I heard a common story from a new friend last night. As far as she knew about church people, “living together” was so frowned upon that she and her boyfriend suspected they would be ostracized if they got involved in Circle of Hope.

I said to her, “You guys are married, though, right?” She said, “Yes.” (This is not a transcript of our conversation, but that was the gist).  What stood in the way of the official ceremony was money. They did not have wealthy or supportive parents; they did not have the money for a big party, money for the ring, the dress, etc.; plus, she wanted to feel more established financially before they made a commitment. This story is so common it seems to represent a new rite of passage into adulthood.

Care about people where they are

The “principle Christians” sometimes criticize Circle of Hope, as a whole, for our acceptance of people who are “cohabiting,” like my friend is. The implication is that we should consider these people taboo until they get themselves corrected. Instead, we apparently just let people have sex, willy nilly, and encourage people to sin. (Really, that’s gotten back through the gossip chain).

But, in truth, we’ve come up with an alternative. We care about people the way we meet them. So we usually get to know people who are cohabiting and ask them if they are married. Most of the time, if they aren’t just sharing an address, they say “Yes.”

I think people need to make a public covenant and have the benefit of a church-sanctioned marriage for any number of reasons. I’m not sure they need the government involved in their marriage at all – if they see that as an advantage, fine. But if they have taken one another home, and we all know they are a “they,” I don’t feel out of line by acknowledging their marriage.

Cohabitation facts

Like I noted in a former post, cohabitation has increased dramatically in recent decades in the United States. It climbed from 500,000 couples in 1970 to nearly 6.8 million couples in 2009. It looks like most young adults today will, at some point, live with a sexual partner outside of marriage. The stats say that a majority of couples now cohabit before they marry. Often their parents encourage these “trial runs.” It looks like a generation with so many divorced parents is deciding not to get divorced by never getting married.  It is a new era with a host of new issues to sort out.
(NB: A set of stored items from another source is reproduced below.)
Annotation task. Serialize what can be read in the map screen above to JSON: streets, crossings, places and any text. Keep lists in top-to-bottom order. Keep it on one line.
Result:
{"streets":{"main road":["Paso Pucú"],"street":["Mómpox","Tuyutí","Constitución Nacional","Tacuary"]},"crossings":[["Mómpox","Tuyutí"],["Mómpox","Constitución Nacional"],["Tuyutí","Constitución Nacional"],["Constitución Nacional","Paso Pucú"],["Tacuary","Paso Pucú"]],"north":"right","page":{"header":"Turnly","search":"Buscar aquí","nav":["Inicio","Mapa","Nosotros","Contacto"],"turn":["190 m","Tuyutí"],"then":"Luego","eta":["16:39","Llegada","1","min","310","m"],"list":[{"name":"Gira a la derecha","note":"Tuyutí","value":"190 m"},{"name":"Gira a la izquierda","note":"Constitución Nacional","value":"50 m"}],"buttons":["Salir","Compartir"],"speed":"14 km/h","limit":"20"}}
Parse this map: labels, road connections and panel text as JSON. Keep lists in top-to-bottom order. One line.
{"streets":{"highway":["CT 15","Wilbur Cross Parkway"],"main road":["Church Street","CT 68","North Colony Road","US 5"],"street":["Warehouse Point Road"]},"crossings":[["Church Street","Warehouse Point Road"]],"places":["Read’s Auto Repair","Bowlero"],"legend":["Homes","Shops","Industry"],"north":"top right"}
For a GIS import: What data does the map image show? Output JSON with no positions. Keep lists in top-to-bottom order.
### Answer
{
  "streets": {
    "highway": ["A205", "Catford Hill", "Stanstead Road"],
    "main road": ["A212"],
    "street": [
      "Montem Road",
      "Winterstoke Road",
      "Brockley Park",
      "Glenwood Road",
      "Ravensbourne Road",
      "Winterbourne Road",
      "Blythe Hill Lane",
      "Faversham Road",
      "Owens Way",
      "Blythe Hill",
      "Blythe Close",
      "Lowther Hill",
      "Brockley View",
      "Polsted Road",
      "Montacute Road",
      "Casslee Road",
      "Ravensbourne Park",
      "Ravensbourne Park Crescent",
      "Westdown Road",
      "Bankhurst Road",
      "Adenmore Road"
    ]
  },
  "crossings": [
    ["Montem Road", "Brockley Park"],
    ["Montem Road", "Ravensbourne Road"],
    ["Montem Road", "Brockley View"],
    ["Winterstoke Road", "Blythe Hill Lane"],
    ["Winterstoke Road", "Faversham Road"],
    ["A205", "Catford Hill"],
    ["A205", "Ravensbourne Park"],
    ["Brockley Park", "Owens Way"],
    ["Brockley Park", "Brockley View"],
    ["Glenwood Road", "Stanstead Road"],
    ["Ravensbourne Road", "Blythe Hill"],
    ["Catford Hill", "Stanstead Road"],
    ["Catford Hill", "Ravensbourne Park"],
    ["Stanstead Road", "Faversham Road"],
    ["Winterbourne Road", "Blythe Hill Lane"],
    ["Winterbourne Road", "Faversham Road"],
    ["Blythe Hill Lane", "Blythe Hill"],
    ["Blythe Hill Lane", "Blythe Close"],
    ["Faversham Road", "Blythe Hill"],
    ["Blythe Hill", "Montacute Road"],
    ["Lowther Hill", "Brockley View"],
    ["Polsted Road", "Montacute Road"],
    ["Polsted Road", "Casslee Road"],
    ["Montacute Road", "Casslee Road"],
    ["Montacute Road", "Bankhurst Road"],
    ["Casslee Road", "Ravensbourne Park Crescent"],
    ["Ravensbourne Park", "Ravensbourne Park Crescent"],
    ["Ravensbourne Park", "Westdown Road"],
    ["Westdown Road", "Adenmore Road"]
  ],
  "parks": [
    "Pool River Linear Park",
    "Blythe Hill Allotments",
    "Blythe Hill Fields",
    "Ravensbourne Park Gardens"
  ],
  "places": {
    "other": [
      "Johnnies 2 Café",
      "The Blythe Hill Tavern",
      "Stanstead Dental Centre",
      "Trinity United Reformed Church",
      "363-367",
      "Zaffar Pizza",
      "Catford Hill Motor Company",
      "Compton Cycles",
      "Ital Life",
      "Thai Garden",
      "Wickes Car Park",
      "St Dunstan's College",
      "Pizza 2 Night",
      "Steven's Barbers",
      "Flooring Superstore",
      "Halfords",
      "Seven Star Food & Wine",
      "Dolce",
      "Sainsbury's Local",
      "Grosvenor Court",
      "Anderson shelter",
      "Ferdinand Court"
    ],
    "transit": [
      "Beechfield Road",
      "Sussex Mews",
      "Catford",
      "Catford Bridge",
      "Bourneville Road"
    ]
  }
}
Many Christians think the 21st century increase in cohabitation without legal, covenantal or public recognition devalues marriage and undermines its goals. If recent research is a true indicator, Americans, as a whole, have not fully decided whether they agree or not.  Sex is easier now. The capacity to marry for love (as well as be unfaithful) provided by birth control shook old foundations and new foundations are being built in response. Divorce is easier. In 1900, two-thirds of marriages ended with the death of a partner, particularly when women died during childbirth. By 1974, divorce surpassed death as the most common way to terminate a marriage. By the end of the 20th century, divorce was considered both a common and culturally acceptable way to terminate marriage. It is easier to be “abnormal” now. Since the 1960’s, cohabitation, premarital sex, and out-of-wedlock childbearing have become increasingly common and culturally acceptable.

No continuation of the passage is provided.